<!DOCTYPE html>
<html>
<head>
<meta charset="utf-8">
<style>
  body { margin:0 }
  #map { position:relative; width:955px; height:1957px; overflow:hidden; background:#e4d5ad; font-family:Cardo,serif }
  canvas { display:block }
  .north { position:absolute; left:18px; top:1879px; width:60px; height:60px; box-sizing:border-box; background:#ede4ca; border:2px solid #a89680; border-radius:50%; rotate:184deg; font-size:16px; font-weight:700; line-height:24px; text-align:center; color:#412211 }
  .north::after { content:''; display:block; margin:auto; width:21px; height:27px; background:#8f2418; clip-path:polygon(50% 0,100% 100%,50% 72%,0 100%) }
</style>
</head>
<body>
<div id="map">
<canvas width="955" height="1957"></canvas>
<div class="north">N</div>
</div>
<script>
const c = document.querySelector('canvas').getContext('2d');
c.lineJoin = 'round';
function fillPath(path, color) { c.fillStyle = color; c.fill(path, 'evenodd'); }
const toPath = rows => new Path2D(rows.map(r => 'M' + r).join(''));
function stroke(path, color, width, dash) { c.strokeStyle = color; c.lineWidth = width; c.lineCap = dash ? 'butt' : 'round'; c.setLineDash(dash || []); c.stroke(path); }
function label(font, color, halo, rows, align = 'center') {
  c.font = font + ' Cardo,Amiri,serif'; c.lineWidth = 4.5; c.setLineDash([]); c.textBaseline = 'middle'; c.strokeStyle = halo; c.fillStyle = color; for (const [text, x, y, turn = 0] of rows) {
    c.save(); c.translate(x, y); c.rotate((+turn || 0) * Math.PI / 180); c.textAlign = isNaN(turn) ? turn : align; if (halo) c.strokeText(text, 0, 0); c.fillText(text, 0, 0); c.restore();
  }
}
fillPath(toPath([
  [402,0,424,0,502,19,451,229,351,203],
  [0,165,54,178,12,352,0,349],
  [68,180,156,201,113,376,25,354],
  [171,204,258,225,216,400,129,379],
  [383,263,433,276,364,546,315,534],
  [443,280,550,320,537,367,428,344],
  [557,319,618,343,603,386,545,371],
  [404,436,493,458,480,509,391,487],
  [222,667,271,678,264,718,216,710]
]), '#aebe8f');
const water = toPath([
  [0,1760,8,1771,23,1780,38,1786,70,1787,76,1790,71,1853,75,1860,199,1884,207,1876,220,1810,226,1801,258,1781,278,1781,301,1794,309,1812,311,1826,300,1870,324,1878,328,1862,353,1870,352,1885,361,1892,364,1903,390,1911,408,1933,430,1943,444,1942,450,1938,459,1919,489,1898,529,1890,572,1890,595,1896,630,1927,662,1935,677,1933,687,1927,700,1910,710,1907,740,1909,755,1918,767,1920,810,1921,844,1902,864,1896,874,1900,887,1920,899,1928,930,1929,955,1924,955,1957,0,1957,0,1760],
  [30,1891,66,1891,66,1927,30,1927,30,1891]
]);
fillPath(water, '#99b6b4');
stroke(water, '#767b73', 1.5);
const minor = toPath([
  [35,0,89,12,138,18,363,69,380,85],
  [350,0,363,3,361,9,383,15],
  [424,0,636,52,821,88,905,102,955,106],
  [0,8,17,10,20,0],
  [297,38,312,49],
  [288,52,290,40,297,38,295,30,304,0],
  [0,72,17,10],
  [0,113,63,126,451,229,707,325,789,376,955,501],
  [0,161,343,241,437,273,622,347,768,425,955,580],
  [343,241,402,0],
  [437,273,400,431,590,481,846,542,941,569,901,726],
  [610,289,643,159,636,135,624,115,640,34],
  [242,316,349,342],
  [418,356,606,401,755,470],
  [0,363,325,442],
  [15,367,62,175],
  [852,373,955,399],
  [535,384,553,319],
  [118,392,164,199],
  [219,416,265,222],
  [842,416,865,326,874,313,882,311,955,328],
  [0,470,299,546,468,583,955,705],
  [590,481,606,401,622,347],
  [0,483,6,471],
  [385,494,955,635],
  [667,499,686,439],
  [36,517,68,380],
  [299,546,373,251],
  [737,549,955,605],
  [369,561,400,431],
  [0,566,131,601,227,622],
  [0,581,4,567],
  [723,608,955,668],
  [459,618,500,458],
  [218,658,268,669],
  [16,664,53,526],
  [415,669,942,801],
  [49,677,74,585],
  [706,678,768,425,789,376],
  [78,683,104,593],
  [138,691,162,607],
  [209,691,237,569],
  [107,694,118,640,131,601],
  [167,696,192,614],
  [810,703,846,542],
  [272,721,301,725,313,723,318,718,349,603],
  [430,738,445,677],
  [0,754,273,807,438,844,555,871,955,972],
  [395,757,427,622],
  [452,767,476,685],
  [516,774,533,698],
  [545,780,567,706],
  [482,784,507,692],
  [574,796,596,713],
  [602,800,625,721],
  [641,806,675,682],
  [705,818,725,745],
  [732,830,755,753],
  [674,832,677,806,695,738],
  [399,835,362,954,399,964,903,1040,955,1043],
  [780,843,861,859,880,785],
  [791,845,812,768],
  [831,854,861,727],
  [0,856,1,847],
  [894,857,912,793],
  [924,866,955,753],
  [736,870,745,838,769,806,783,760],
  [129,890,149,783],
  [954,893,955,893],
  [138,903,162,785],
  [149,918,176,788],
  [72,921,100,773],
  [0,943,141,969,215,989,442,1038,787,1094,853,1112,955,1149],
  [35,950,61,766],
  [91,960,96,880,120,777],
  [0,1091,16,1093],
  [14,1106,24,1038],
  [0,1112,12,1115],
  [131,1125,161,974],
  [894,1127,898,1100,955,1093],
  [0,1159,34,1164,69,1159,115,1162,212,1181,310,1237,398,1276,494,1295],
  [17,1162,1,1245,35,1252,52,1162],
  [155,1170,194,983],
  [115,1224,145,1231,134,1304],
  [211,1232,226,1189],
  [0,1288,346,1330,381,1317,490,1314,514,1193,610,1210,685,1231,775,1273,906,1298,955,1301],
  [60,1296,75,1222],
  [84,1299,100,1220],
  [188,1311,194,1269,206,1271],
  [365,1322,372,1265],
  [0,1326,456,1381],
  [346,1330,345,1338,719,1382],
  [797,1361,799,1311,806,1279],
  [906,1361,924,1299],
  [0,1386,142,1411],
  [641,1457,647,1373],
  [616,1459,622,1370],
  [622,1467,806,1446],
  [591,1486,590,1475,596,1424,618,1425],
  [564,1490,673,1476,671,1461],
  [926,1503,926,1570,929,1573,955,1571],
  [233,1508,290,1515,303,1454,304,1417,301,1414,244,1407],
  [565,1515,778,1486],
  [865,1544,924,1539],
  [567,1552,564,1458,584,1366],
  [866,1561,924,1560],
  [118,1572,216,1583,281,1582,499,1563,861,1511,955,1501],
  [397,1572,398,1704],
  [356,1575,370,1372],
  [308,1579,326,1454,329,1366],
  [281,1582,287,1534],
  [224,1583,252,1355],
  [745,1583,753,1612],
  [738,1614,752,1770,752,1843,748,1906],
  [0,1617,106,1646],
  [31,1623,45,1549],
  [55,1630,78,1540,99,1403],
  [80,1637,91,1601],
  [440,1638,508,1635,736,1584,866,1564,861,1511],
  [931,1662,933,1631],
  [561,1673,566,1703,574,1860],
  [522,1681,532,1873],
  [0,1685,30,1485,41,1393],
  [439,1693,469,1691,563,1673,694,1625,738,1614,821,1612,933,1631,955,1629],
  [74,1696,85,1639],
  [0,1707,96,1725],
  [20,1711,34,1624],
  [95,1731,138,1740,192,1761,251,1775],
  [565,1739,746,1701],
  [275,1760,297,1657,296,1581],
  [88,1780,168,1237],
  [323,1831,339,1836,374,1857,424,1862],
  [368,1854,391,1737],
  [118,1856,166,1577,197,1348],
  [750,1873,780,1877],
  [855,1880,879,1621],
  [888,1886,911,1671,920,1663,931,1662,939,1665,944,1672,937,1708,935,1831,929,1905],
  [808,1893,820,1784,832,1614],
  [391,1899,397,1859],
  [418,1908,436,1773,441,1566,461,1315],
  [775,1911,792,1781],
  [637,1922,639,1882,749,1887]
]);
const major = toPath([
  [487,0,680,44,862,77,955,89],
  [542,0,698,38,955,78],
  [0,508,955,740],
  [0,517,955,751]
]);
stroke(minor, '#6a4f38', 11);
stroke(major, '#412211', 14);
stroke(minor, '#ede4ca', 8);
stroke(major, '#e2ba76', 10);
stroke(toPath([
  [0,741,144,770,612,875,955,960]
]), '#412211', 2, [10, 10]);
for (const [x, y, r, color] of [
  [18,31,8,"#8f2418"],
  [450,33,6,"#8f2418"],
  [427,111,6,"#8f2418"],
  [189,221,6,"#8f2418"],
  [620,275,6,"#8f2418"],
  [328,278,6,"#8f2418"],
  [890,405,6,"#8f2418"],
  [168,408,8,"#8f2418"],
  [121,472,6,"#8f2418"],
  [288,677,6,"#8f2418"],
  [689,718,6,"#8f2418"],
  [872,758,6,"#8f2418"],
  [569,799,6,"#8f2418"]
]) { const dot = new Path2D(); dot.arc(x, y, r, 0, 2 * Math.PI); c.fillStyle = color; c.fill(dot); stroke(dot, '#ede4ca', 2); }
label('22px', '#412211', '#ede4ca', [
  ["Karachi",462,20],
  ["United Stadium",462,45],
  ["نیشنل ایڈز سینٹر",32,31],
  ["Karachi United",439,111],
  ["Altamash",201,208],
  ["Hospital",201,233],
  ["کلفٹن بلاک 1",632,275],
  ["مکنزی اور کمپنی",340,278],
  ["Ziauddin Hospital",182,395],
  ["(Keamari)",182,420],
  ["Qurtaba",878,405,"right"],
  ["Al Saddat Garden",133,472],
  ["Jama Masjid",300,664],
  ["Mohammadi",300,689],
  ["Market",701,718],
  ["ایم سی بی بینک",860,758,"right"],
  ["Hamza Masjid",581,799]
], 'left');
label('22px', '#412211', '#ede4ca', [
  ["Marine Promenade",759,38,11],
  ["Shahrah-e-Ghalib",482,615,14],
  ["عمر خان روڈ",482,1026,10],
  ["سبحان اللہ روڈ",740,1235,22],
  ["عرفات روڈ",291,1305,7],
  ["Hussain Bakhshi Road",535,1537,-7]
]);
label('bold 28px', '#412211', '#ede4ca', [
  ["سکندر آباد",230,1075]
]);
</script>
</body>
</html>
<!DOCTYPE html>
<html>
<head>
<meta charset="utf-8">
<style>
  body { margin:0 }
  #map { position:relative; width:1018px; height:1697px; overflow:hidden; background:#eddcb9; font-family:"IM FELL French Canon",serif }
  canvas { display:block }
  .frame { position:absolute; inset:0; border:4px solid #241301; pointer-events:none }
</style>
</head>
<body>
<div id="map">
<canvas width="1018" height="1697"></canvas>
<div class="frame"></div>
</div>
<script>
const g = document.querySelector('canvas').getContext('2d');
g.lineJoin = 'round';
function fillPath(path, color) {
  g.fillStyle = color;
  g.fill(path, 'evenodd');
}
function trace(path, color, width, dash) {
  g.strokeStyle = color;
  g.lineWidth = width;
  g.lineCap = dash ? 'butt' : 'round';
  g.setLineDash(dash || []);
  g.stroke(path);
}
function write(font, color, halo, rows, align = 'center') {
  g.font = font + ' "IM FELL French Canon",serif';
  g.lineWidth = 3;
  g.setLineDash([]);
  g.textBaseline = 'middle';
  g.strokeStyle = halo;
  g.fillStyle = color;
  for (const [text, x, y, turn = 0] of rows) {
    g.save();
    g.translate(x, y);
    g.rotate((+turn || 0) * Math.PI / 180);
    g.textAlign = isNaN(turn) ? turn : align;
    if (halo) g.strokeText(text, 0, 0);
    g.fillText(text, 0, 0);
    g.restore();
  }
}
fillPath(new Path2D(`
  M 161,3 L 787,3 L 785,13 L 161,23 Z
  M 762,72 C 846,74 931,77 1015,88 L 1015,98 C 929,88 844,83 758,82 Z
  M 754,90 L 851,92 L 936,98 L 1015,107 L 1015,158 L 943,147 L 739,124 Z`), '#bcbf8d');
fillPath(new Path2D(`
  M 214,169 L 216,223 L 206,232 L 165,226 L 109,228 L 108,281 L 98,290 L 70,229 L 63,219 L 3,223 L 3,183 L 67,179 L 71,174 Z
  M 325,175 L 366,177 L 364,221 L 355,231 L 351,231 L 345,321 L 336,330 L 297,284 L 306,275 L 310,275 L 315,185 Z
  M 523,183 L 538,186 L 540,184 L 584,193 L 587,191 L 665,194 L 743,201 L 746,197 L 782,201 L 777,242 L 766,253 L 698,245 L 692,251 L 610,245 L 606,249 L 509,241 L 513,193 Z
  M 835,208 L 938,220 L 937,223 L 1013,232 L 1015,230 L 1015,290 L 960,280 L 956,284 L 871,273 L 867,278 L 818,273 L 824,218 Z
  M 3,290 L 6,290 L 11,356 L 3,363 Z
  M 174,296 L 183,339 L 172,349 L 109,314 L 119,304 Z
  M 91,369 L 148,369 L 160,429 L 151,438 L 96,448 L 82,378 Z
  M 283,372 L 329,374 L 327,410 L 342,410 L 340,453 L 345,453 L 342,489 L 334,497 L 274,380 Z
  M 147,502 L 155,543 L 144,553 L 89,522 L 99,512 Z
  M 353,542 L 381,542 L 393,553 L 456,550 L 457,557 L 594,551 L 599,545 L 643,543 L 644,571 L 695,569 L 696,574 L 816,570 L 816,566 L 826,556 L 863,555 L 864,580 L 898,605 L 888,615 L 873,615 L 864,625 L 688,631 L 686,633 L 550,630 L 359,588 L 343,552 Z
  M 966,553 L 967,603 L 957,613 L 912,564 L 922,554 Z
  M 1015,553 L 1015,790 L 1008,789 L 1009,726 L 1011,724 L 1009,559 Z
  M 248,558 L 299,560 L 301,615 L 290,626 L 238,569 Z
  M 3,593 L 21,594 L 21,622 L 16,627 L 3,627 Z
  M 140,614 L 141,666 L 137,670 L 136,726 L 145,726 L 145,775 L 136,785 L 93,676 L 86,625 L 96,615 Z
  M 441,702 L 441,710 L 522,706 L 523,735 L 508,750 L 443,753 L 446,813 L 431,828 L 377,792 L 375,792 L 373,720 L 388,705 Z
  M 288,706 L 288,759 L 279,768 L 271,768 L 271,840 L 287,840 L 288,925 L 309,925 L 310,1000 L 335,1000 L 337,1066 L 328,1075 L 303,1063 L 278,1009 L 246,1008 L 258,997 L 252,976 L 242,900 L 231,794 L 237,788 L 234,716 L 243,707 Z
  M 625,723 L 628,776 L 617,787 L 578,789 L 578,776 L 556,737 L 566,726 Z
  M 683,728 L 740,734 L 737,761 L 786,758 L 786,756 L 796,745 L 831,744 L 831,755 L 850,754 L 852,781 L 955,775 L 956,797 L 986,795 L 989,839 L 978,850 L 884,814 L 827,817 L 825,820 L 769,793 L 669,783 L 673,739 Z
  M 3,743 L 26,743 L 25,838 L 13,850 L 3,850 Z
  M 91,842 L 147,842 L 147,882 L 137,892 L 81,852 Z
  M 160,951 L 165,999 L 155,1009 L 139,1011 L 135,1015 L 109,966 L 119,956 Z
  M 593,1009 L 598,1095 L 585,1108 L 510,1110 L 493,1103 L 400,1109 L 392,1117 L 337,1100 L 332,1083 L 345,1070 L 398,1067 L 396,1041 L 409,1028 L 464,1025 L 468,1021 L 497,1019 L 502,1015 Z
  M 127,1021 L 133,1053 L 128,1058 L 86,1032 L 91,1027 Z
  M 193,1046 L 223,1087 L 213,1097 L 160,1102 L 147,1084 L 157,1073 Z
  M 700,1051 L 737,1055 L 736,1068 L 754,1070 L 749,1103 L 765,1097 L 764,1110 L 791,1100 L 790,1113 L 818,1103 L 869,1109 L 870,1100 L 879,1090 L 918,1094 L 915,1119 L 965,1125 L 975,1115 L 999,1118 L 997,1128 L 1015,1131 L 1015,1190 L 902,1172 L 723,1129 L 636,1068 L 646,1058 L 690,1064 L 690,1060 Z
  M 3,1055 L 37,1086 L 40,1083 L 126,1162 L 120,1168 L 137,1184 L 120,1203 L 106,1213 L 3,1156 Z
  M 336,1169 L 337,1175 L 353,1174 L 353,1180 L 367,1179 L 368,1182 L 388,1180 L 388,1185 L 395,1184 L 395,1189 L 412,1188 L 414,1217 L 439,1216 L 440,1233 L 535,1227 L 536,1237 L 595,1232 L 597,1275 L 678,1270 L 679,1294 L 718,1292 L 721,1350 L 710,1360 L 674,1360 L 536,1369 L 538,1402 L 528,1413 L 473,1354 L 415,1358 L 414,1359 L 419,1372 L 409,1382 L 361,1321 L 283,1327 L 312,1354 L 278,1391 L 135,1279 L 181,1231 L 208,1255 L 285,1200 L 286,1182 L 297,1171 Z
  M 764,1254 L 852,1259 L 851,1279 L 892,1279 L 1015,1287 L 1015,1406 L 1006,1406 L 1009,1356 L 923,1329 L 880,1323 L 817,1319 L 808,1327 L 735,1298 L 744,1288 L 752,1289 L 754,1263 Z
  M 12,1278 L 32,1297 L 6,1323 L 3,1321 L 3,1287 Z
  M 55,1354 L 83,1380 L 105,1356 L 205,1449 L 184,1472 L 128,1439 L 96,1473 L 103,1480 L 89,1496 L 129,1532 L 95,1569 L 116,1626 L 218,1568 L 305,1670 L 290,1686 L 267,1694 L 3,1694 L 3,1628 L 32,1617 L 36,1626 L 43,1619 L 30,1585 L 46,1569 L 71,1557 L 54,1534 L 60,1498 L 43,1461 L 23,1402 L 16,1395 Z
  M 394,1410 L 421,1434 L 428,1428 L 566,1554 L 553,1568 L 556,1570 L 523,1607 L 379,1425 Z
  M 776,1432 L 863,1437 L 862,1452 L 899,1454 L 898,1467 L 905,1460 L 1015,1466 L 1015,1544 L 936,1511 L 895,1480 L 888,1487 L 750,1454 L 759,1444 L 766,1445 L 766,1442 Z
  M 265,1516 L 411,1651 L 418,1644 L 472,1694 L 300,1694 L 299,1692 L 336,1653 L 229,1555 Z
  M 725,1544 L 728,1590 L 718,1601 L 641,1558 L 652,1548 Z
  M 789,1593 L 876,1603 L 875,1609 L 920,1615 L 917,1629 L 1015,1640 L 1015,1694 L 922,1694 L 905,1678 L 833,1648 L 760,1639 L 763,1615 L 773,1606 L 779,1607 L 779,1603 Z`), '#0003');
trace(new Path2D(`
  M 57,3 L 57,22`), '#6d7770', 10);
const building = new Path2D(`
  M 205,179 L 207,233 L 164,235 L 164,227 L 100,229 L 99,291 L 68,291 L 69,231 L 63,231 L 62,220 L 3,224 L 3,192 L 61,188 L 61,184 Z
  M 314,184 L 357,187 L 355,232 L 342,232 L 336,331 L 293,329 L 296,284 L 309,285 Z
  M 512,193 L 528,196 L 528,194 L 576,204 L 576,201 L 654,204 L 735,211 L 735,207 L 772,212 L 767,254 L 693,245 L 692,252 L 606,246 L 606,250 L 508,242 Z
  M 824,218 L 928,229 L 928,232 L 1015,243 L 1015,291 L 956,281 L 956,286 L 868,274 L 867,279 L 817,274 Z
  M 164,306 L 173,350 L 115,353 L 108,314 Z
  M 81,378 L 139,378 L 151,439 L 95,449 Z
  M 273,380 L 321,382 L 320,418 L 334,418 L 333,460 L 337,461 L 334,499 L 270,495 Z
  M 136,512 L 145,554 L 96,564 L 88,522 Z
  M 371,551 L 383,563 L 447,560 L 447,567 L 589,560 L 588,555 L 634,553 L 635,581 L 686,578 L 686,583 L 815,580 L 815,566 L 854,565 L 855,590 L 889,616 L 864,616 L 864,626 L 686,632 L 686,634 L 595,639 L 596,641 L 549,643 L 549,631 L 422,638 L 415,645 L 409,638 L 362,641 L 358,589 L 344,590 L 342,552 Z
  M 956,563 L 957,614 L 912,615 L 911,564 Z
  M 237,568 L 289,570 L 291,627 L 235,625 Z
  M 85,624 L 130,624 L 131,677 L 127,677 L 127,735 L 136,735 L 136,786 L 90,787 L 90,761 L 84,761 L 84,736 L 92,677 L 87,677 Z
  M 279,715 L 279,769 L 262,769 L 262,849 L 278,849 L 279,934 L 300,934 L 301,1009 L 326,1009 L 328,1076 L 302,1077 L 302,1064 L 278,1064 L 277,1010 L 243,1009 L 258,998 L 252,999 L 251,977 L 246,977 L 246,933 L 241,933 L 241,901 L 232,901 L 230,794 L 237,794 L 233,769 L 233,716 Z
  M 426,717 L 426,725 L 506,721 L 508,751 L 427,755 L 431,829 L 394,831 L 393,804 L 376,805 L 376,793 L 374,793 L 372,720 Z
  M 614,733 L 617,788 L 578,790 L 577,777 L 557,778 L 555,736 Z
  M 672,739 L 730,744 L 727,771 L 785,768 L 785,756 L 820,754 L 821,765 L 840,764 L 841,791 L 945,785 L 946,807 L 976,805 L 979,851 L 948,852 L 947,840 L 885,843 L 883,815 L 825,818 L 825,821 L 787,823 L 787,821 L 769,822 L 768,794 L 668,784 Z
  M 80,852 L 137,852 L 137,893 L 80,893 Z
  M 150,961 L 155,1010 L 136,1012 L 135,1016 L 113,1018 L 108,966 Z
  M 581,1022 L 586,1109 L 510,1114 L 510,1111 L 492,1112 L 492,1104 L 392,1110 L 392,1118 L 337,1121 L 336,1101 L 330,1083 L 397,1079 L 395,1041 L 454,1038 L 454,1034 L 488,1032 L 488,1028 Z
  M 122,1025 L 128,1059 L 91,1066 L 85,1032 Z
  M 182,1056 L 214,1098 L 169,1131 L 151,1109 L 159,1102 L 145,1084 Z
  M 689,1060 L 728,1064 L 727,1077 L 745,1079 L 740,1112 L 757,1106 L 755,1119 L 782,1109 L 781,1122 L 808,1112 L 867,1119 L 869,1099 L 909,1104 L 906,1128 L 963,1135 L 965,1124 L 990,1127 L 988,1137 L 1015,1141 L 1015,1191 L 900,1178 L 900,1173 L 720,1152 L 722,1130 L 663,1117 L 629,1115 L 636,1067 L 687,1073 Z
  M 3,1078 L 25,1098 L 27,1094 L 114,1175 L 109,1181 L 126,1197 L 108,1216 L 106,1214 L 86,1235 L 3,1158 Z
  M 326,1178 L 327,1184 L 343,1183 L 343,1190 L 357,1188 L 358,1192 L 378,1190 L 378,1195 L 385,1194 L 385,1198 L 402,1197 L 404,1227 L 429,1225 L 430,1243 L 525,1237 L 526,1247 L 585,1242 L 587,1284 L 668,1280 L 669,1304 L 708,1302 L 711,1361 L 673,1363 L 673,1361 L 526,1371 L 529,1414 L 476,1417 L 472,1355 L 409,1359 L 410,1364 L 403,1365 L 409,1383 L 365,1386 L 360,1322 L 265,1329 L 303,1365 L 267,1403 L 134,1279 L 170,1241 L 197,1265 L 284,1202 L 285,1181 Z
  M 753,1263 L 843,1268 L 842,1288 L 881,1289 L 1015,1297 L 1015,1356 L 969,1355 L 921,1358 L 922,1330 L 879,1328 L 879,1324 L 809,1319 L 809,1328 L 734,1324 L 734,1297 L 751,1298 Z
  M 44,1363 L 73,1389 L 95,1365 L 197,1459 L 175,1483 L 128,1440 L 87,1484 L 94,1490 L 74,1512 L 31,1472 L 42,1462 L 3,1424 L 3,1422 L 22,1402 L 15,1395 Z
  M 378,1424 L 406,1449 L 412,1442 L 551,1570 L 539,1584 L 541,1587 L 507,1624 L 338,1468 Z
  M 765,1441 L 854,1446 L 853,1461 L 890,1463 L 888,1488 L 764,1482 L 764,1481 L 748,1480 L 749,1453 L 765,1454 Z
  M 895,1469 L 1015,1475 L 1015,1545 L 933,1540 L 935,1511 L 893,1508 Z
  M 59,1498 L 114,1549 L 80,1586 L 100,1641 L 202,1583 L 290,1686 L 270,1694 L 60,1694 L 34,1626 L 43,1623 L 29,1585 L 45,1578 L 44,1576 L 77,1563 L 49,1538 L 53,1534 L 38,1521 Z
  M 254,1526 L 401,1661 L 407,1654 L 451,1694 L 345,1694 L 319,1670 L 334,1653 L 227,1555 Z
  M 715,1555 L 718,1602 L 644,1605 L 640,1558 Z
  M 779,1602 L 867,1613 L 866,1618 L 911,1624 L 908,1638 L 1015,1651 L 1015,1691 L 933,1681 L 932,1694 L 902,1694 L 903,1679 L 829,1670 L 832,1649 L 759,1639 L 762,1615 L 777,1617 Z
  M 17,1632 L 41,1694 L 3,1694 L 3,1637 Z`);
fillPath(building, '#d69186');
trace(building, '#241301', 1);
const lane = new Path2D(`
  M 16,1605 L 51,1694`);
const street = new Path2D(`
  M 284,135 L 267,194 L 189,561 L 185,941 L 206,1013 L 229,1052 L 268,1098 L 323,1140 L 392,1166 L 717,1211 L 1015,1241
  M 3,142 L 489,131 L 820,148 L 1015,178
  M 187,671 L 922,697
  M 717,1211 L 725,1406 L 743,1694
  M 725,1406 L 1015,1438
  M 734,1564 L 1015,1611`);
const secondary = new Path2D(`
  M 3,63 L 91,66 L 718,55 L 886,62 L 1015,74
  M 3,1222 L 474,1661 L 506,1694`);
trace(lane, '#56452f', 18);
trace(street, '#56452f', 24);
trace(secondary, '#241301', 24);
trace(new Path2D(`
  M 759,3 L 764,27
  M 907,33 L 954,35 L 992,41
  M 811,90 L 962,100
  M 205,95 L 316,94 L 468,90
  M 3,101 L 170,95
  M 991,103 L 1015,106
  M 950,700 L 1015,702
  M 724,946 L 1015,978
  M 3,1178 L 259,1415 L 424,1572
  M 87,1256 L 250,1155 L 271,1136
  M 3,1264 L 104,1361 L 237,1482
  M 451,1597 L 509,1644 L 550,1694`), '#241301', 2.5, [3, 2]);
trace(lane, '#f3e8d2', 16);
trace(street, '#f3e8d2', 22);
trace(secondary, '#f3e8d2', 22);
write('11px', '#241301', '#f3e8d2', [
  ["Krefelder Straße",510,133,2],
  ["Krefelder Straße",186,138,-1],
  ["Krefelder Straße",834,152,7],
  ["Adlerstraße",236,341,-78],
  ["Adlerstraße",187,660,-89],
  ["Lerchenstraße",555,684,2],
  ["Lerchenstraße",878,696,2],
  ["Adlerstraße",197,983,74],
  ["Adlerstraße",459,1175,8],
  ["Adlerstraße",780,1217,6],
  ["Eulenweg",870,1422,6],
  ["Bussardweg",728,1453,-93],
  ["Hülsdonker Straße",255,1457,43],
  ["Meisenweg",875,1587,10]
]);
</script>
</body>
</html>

※

Among the entries above, the line containing "M 205,179 L", the line containing "M 136,512 L 145,554 L 96,564 L 88,522 Z", and all lines between them are to be restated word for word; nothing else belongs in the reply.

  M 205,179 L 207,233 L 164,235 L 164,227 L 100,229 L 99,291 L 68,291 L 69,231 L 63,231 L 62,220 L 3,224 L 3,192 L 61,188 L 61,184 Z
  M 314,184 L 357,187 L 355,232 L 342,232 L 336,331 L 293,329 L 296,284 L 309,285 Z
  M 512,193 L 528,196 L 528,194 L 576,204 L 576,201 L 654,204 L 735,211 L 735,207 L 772,212 L 767,254 L 693,245 L 692,252 L 606,246 L 606,250 L 508,242 Z
  M 824,218 L 928,229 L 928,232 L 1015,243 L 1015,291 L 956,281 L 956,286 L 868,274 L 867,279 L 817,274 Z
  M 164,306 L 173,350 L 115,353 L 108,314 Z
  M 81,378 L 139,378 L 151,439 L 95,449 Z
  M 273,380 L 321,382 L 320,418 L 334,418 L 333,460 L 337,461 L 334,499 L 270,495 Z
  M 136,512 L 145,554 L 96,564 L 88,522 Z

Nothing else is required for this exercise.